> WHAT IS REQUIRED: Reproduce the records below exactly, but only between the lines holding "M750 409H758V445H751Z" and "M147 528H178V543H147Z", inclusive.

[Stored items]

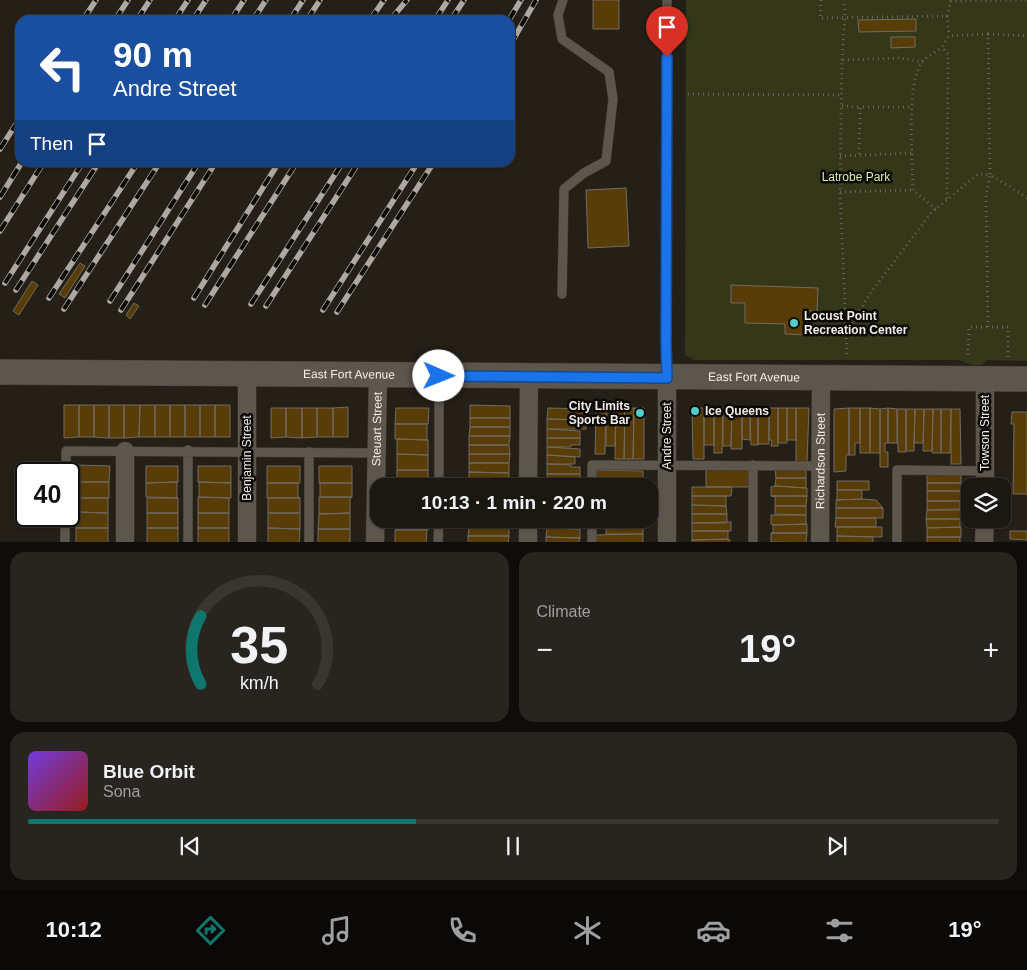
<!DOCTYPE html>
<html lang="en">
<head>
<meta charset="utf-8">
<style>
	:root { --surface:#1b1711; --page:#28241f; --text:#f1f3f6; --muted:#a09f9f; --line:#393631; --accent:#0f766e }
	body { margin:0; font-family:Helvetica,sans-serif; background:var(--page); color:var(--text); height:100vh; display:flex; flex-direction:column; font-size:19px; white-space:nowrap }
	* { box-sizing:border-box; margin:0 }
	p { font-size:16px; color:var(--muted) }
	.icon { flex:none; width:28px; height:28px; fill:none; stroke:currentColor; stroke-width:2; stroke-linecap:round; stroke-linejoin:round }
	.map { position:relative; height:542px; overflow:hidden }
	.side { display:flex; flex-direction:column; gap:10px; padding:10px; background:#0f0d09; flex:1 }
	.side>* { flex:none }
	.hud { position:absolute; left:15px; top:15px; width:500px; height:152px; border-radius:15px; box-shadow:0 1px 4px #0004,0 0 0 1px var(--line); background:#1a4fa0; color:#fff; overflow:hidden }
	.controls { position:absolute; left:961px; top:478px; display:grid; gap:10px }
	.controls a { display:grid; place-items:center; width:50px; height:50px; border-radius:10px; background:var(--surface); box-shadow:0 1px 4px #0004,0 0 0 1px var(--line); font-size:25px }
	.speed { position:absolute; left:15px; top:462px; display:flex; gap:10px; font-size:25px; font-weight:700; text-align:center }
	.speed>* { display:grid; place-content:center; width:65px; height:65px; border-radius:50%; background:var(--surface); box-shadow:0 1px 4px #0004,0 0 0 1px var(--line); line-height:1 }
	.speed .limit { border:2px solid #111; border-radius:8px; background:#fff; color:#111 }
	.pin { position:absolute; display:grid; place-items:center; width:42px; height:42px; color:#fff; margin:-51px -21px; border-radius:50% 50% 50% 0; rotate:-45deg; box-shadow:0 0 5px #0007 }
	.pin .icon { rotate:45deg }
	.me { position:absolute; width:55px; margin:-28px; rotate:91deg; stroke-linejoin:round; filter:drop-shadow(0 0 4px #0008) }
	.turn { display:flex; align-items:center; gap:18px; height:105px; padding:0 15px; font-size:22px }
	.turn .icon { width:65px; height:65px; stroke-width:2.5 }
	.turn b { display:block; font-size:35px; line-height:42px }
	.then { display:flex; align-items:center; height:48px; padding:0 15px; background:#0003; gap:10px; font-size:19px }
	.big { font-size:38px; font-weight:700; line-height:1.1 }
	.side .widget { flex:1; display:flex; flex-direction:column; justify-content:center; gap:8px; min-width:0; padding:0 18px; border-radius:15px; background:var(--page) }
	.side .dial { align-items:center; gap:0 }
	.dial svg { height:130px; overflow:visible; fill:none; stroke:var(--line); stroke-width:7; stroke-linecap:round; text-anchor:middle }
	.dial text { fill:var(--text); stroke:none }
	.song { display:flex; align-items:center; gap:15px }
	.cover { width:60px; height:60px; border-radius:8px; background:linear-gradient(135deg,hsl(260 70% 55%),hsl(0 70% 35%)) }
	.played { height:5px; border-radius:2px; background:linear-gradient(90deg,var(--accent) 40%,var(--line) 40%) }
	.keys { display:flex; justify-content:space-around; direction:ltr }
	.heat { display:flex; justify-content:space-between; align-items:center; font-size:28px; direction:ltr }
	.side .tiles { flex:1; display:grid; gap:10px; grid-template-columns:1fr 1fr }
	.widget:last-child { grid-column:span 2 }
	.trip { position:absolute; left:370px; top:478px; width:288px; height:50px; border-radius:15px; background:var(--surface); box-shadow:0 1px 4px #0004,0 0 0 1px var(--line); font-weight:700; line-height:50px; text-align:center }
	.menu { display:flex; height:80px; justify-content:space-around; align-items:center; background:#0b0907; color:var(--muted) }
	.menu .icon { width:35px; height:35px }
	.menu .current { color:var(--accent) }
	.menu b { font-size:22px; color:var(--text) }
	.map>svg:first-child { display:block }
	.green { fill:#343819 }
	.building { fill:#593d08; stroke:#726b61 }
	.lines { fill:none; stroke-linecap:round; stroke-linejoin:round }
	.lane-casing { stroke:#3f3b35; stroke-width:10 }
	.street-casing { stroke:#3f3b35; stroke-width:19 }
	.secondary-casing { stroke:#3f3b35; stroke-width:26 }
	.path { stroke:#69645d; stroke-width:3; stroke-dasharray:1 4; stroke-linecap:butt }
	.lane { stroke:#5d564d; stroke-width:9 }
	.street { stroke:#5d564d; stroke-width:18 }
	.secondary { stroke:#5d564d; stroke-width:25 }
	.rail-casing { stroke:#ada8a2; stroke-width:5.5 }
	.rail { stroke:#0b0906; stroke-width:4; stroke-dasharray:11; stroke-linecap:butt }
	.route-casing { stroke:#114b97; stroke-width:12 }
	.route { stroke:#1a73e8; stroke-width:9 }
	.poi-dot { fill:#52cdcc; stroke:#0b0906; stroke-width:2 }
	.labels { text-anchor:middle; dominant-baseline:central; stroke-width:5; stroke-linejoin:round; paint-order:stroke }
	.park-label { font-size:12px; fill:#deeb99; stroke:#0b0906 }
	.poi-label { font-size:12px; font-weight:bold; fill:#f1ede8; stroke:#0b0906; text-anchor:start }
	.street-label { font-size:12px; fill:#f1ede8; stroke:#0b0906 }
</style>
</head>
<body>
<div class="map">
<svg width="1027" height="543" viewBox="0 0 1027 543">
	<rect width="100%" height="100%" fill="#241f17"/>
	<path class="green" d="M686 0H1027V361L987 360C977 371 969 362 957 360H694L685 355Z"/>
	<path class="building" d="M593 0H619V29H593Z
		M916 19V31L859 32 858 20Z
		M891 37H915V47L891 48Z
		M626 188 629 246 588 248 586 190Z
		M80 263 85 266 65 298 59 294Z
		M32 281 38 285 19 315 13 311Z
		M731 285 818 288 817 311H808L807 335 785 334V324L745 323V303H731Z
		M134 303 139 306 130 319 126 315Z
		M64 405H79V437L64 438Z
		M79 405H94V437H79Z
		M94 405H109V438L94 437Z
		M109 405H124V438H109Z
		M124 405H140L139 437 124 438Z
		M140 405H155V437H139Z
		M155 405H170V437H155Z
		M170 405H185V437H170Z
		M185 405H200V437H185Z
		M200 405H215V437H200Z
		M215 405H230V437H215Z
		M470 405 510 406V418H470Z
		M348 407V437H333V408Z
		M271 408H286V437L271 438Z
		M286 408H302V438L286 437Z
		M302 408H317V437L302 438Z
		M317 408H333V437H317Z
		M396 408H429L428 424H395Z
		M548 408 589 409V415H584V420L547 419Z
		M596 408H606L605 454H595Z
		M606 408H616L615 446H606Z
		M616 408H625L624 459H615Z
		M625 408H634L633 459H624Z
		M634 408H644V459H633Z
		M692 408H704V459H693Z
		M704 408H714V445H704Z
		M714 408H723L722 453H714Z
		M723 408H732L731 446H723Z
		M732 408 742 409V449H731Z
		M769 408V444H758V409Z
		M769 408H778V446H771L772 440H769Z
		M778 408H787V443H778Z
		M787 408H796V440H787Z
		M796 408H809L807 462H796Z
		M849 408V455H846V471L834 472V409Z
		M849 408H860V443H855V455H849Z
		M860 408H870V453H860Z
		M870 408 880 409V453H870Z
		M888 408V443H885V452H888V467H880V409Z
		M888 408 897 409V443H888Z
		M742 409H750V440L742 439Z
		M750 409H758V445H751Z
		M897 409H906V452H898Z
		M906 409H915L914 451H906Z
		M915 409H924L923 443H914Z
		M924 409H933L932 451H923Z
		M933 409H941V453H932Z
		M941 409H951L950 453H941Z
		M951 409H960L961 464H951Z
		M1012 412H1027V494H1013L1014 424H1011Z
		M470 418H510V427H470Z
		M547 419 586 420V429H547Z
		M395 424H427V439L428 440 395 439Z
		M470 427H510V436H469Z
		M547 429 580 431V438H547Z
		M469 436H510L509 445H469Z
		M547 438H580V445H571V447H547Z
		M397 439 428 440V455L397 454Z
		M469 445H509L510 454H469Z
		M547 447 580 449V457L547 455Z
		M397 454 428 455V470H397Z
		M469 454H510L509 463H469Z
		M547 455 575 457V464H547Z
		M469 463H509V473L469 472Z
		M547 464 571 465V467H580V474H547Z
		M77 465 110 466 109 482H76Z
		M146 466H178V482L146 483Z
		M198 466H231V483L198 482Z
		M267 466H300V483H267Z
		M319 466H352V483H319Z
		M706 469H750V487H706Z
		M775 469H806V478H776Z
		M397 470H428V485H397Z
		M596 470 643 471V486H596Z
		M469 472 509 473V481H469Z
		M547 474H580L581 482 547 483Z
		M927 474H961V483H927Z
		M776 478H806V488L775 486Z
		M469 481H509V486H469Z
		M837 481H869V490H837Z
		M78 482H109V498H77L78 497Z
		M177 482V497L178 498 146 497V483Z
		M199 482 231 483V498L199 497Z
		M267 483H298V497L300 498H267Z
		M320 483H352V497H320Z
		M546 483H571V486H580H546Z
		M927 483H961L960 491H927Z
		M775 486 807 488V496H771V487Z
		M692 487H732L731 496H692Z
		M837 490H862V499L837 500Z
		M927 491H960L961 501H927Z
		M692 496H726V506L692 505Z
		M771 496H807L806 506H775V497Z
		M198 497 229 498V513H198Z
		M319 497H352L350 498V513L319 514Z
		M77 498H108V513L77 512Z
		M147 498H178V513H147Z
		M268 498H300V513H268Z
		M862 499 876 500 883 508H836V500Z
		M927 501H960V509L927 510Z
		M692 505 726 506 727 514H692Z
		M775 506H806V515L775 514Z
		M836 508H883V518H836Z
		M927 510H961V519H926Z
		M77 512 108 513V528H76Z
		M147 513H178V528H147Z
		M198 513H229V528H198Z
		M268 513H300V529L268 528Z
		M350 513V529H318L319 514Z
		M692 514H727V523H692Z
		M771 515H806V524H807L773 525 771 524Z
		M836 518H876V527H835Z
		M397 519H428V530H395H397Z
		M468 519H509V527H469Z
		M546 519 570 520V522H580V529L547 528Z
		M611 519H642L643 526H606L611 524Z
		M926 519H960V527L927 528Z
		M731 522V531H692V523Z
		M807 524V533H771H773V525Z
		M606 526H643V534H606Z
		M469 527H509V536H468Z
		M837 527H882V537L837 536Z
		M961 527V537H927V528Z
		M76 528H108V543H76Z
		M147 528H178V543H147Z
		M198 528H229V543H198Z
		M268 528 300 529 299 543H268Z
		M547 528 580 529V538L546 537Z
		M318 529H350V543H318Z
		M395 530H427L426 543H395Z
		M692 531H728V539L692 540Z
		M1010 531H1027V540L1010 539Z
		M771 533H807L806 543 771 542Z
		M643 534V543H596V535Z
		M468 536H509L508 543H468Z
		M837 536 873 537V543H837Z
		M546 537 580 538 579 543H546Z
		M927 537H960V543H927Z
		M692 540 728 539 730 540 729 543H692Z"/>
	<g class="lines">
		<g class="lane-casing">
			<path id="lane" d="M562 294 564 189 584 173 606 161 613 99 609 72 562 39 558 15 563 0
				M667 375V0
				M753 465V543
				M66 474V451L377 453
				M439 486V376
				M592 486V465L820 466
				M65 543V516
				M188 543V450
				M309 543V452
				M438 543 439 519
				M592 543V519
				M897 543V470L985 471"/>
		</g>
		<g class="street-casing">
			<g id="street">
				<path d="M247 374V543"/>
				<path d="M125 451V543"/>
				<path d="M528 486 529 376"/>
				<path d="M985 486V379"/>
				<path id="s1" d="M375 543 378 375"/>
				<path d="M528 543V519"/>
				<path d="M667 543V378"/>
				<path id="s2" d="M820 543 821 378"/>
				<path d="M984 543 985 519"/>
			</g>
		</g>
		<g class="secondary-casing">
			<g id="secondary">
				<path id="s3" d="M0 372 1027 379"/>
			</g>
		</g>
		<path class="path" d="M821 0 820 18 947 16 951 1 1027 0
			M947 16 949 36
			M988 34 1027 36
			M842 60 845 17 844 0
			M688 94 842 95
			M842 106 860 107
			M859 154 860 107H912
			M840 156 912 153
			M840 192 913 190
			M936 209 913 190C913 162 905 81 923 61 928 56 936 52 942 47
			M847 332 869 295 931 213 936 209 978 174 990 175 988 34 949 36 942 47 948 54 947 200
			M847 354 840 192 842 60 900 58 923 62
			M968 355 969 327H988
			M1008 357V327H988L986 196 990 175 1012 188 1027 198"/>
		<use href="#lane" class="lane"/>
		<use href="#street" class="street"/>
		<use href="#secondary" class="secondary"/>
		<g class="rail-casing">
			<path id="rail" d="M83 20 96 0
				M115 20 128 0
				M137 20 150 0
				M175 20 188 0
				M193 20 206 0
				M231 20 244 0
				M253 20 266 0
				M290 20 303 0
				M307 20 320 0
				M370 20 384 0
				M390 20 407 0
				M435 20 448 0
				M451 20 464 0
				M509 20 521 0
				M510 45 536 0
				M0 149 20 118
				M0 197 22 162
				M0 231 44 162
				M5 283 83 162
				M16 290 99 162
				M49 298 138 162
				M194 298 279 162
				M110 301 199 162
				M251 304 343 162
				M205 305 297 162
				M266 306 359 162
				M64 309 160 162
				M121 310 216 162
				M323 310 418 162
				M337 312 434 162"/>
		</g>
		<use href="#rail" class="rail"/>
	</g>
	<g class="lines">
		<g class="route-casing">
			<path id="route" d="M439 376 667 378 666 344 667 57"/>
		</g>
		<use href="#route" class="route"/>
	</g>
	<g class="poi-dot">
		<circle cx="794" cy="323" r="5"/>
		<circle cx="695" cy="411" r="5"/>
		<circle cx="640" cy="413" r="5"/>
	</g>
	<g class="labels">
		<g class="park-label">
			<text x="856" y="177">Latrobe Park</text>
		</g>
		<g class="poi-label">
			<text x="804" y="316">Locust Point<tspan x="804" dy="14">Recreation Center</tspan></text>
			<text x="630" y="406" text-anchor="end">City Limits<tspan x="630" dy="14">Sports Bar</tspan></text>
			<text x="705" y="411">Ice Queens</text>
		</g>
		<g class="street-label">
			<text stroke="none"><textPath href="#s3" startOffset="349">East Fort Avenue</textPath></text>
			<text stroke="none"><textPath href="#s3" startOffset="754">East Fort Avenue</textPath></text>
			<text stroke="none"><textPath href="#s1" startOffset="114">Steuart Street</textPath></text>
			<text transform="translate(985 433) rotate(-90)">Towson Street</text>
			<text transform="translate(667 436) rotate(-90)">Andre Street</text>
			<text transform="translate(247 458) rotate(-90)">Benjamin Street</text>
			<text stroke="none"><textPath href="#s2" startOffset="82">Richardson Street</textPath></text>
		</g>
	</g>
</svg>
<div class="controls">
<a><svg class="icon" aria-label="layers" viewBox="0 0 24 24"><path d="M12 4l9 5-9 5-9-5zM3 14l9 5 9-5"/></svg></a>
</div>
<div class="speed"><div class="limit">40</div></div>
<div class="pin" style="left:667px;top:57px;background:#d93025"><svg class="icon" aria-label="arrive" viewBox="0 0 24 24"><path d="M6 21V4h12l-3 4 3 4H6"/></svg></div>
<svg class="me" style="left:439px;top:376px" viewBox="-20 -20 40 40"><circle r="19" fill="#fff"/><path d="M0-13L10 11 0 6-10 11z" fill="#1a73e8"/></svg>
<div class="trip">10:13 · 1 min · 220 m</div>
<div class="hud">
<div class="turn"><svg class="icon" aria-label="left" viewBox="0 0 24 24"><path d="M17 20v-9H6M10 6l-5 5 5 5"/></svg><div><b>90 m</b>Andre Street</div></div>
<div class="then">Then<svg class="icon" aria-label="arrive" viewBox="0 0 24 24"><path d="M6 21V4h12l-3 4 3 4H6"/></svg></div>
</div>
</div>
<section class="side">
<div class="tiles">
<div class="widget dial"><svg viewBox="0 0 100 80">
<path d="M14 69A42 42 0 1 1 86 69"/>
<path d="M14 69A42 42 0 0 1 14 27" stroke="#0f766e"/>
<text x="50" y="56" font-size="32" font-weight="700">35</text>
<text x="50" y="72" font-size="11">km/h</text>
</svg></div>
<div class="widget"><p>Climate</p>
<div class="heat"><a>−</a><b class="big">19°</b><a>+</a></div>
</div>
<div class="widget">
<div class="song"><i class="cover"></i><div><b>Blue Orbit</b><p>Sona</p></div></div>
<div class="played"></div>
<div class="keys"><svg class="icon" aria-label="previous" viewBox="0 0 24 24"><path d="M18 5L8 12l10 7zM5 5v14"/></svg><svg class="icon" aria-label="pause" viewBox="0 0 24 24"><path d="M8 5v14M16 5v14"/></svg><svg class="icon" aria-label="next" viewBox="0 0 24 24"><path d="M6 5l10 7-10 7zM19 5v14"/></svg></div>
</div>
</div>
</section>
<nav class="menu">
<b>10:12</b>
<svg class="icon current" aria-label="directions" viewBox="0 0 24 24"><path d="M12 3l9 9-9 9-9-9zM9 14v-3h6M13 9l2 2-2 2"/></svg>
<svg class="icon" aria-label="music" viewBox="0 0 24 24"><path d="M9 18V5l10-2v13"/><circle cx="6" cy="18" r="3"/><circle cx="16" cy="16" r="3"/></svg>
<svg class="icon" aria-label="phone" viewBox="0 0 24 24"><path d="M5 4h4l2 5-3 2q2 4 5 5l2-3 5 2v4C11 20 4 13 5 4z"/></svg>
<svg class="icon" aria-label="climate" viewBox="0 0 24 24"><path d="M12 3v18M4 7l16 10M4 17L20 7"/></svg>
<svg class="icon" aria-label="car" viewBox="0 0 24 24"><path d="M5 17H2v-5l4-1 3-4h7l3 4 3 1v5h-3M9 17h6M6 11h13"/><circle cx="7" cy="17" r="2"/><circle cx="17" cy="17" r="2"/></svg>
<svg class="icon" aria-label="filters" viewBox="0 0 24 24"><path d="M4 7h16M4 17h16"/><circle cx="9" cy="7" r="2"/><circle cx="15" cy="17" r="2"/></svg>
<b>19°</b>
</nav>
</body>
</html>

> YOUR RESPONSE:
		M750 409H758V445H751Z
		M897 409H906V452H898Z
		M906 409H915L914 451H906Z
		M915 409H924L923 443H914Z
		M924 409H933L932 451H923Z
		M933 409H941V453H932Z
		M941 409H951L950 453H941Z
		M951 409H960L961 464H951Z
		M1012 412H1027V494H1013L1014 424H1011Z
		M470 418H510V427H470Z
		M547 419 586 420V429H547Z
		M395 424H427V439L428 440 395 439Z
		M470 427H510V436H469Z
		M547 429 580 431V438H547Z
		M469 436H510L509 445H469Z
		M547 438H580V445H571V447H547Z
		M397 439 428 440V455L397 454Z
		M469 445H509L510 454H469Z
		M547 447 580 449V457L547 455Z
		M397 454 428 455V470H397Z
		M469 454H510L509 463H469Z
		M547 455 575 457V464H547Z
		M469 463H509V473L469 472Z
		M547 464 571 465V467H580V474H547Z
		M77 465 110 466 109 482H76Z
		M146 466H178V482L146 483Z
		M198 466H231V483L198 482Z
		M267 466H300V483H267Z
		M319 466H352V483H319Z
		M706 469H750V487H706Z
		M775 469H806V478H776Z
		M397 470H428V485H397Z
		M596 470 643 471V486H596Z
		M469 472 509 473V481H469Z
		M547 474H580L581 482 547 483Z
		M927 474H961V483H927Z
		M776 478H806V488L775 486Z
		M469 481H509V486H469Z
		M837 481H869V490H837Z
		M78 482H109V498H77L78 497Z
		M177 482V497L178 498 146 497V483Z
		M199 482 231 483V498L199 497Z
		M267 483H298V497L300 498H267Z
		M320 483H352V497H320Z
		M546 483H571V486H580H546Z
		M927 483H961L960 491H927Z
		M775 486 807 488V496H771V487Z
		M692 487H732L731 496H692Z
		M837 490H862V499L837 500Z
		M927 491H960L961 501H927Z
		M692 496H726V506L692 505Z
		M771 496H807L806 506H775V497Z
		M198 497 229 498V513H198Z
		M319 497H352L350 498V513L319 514Z
		M77 498H108V513L77 512Z
		M147 498H178V513H147Z
		M268 498H300V513H268Z
		M862 499 876 500 883 508H836V500Z
		M927 501H960V509L927 510Z
		M692 505 726 506 727 514H692Z
		M775 506H806V515L775 514Z
		M836 508H883V518H836Z
		M927 510H961V519H926Z
		M77 512 108 513V528H76Z
		M147 513H178V528H147Z
		M198 513H229V528H198Z
		M268 513H300V529L268 528Z
		M350 513V529H318L319 514Z
		M692 514H727V523H692Z
		M771 515H806V524H807L773 525 771 524Z
		M836 518H876V527H835Z
		M397 519H428V530H395H397Z
		M468 519H509V527H469Z
		M546 519 570 520V522H580V529L547 528Z
		M611 519H642L643 526H606L611 524Z
		M926 519H960V527L927 528Z
		M731 522V531H692V523Z
		M807 524V533H771H773V525Z
		M606 526H643V534H606Z
		M469 527H509V536H468Z
		M837 527H882V537L837 536Z
		M961 527V537H927V528Z
		M76 528H108V543H76Z
		M147 528H178V543H147Z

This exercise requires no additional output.